START SOURCE MATERIAL
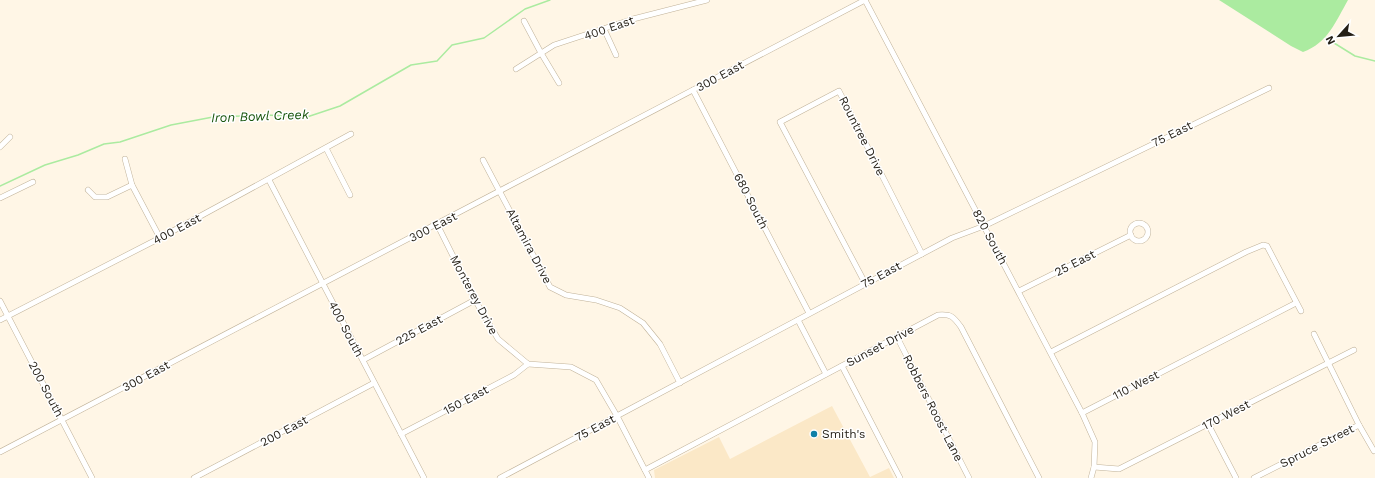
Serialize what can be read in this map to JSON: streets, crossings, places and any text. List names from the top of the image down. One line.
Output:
{"streets":{"street":["400 East","300 East","75 East","Rountree Drive","680 South","820 South","Altamira Drive","25 East","Monterey Drive","400 South","225 East","Sunset Drive","110 West","200 South","150 East","Robbers Roost Lane","170 West","200 East","Spruce Street"]},"crossings":[["400 East","400 South"],["400 East","200 South"],["300 East","680 South"],["300 East","820 South"],["300 East","Altamira Drive"],["300 East","Monterey Drive"],["300 East","400 South"],["300 East","200 South"],["75 East","Rountree Drive"],["75 East","680 South"],["75 East","820 South"],["75 East","Altamira Drive"],["820 South","25 East"],["820 South","110 West"],["820 South","170 West"],["Monterey Drive","225 East"],["Monterey Drive","150 East"],["400 South","225 East"],["400 South","150 East"],["400 South","200 East"],["Sunset Drive","Robbers Roost Lane"]],"water":["Iron Bowl Creek"],"places":["Smith's"],"north":"bottom left"}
END SOURCE MATERIAL
*YOUR INSTRUCTIONS*
Without the pictures, repeat the listing exactly as it reads.

*ANSWER AREA*
Serialize what can be read in this map to JSON: streets, crossings, places and any text. List names from the top of the image down. One line.
Output:
{"streets":{"street":["400 East","300 East","75 East","Rountree Drive","680 South","820 South","Altamira Drive","25 East","Monterey Drive","400 South","225 East","Sunset Drive","110 West","200 South","150 East","Robbers Roost Lane","170 West","200 East","Spruce Street"]},"crossings":[["400 East","400 South"],["400 East","200 South"],["300 East","680 South"],["300 East","820 South"],["300 East","Altamira Drive"],["300 East","Monterey Drive"],["300 East","400 South"],["300 East","200 South"],["75 East","Rountree Drive"],["75 East","680 South"],["75 East","820 South"],["75 East","Altamira Drive"],["820 South","25 East"],["820 South","110 West"],["820 South","170 West"],["Monterey Drive","225 East"],["Monterey Drive","150 East"],["400 South","225 East"],["400 South","150 East"],["400 South","200 East"],["Sunset Drive","Robbers Roost Lane"]],"water":["Iron Bowl Creek"],"places":["Smith's"],"north":"bottom left"}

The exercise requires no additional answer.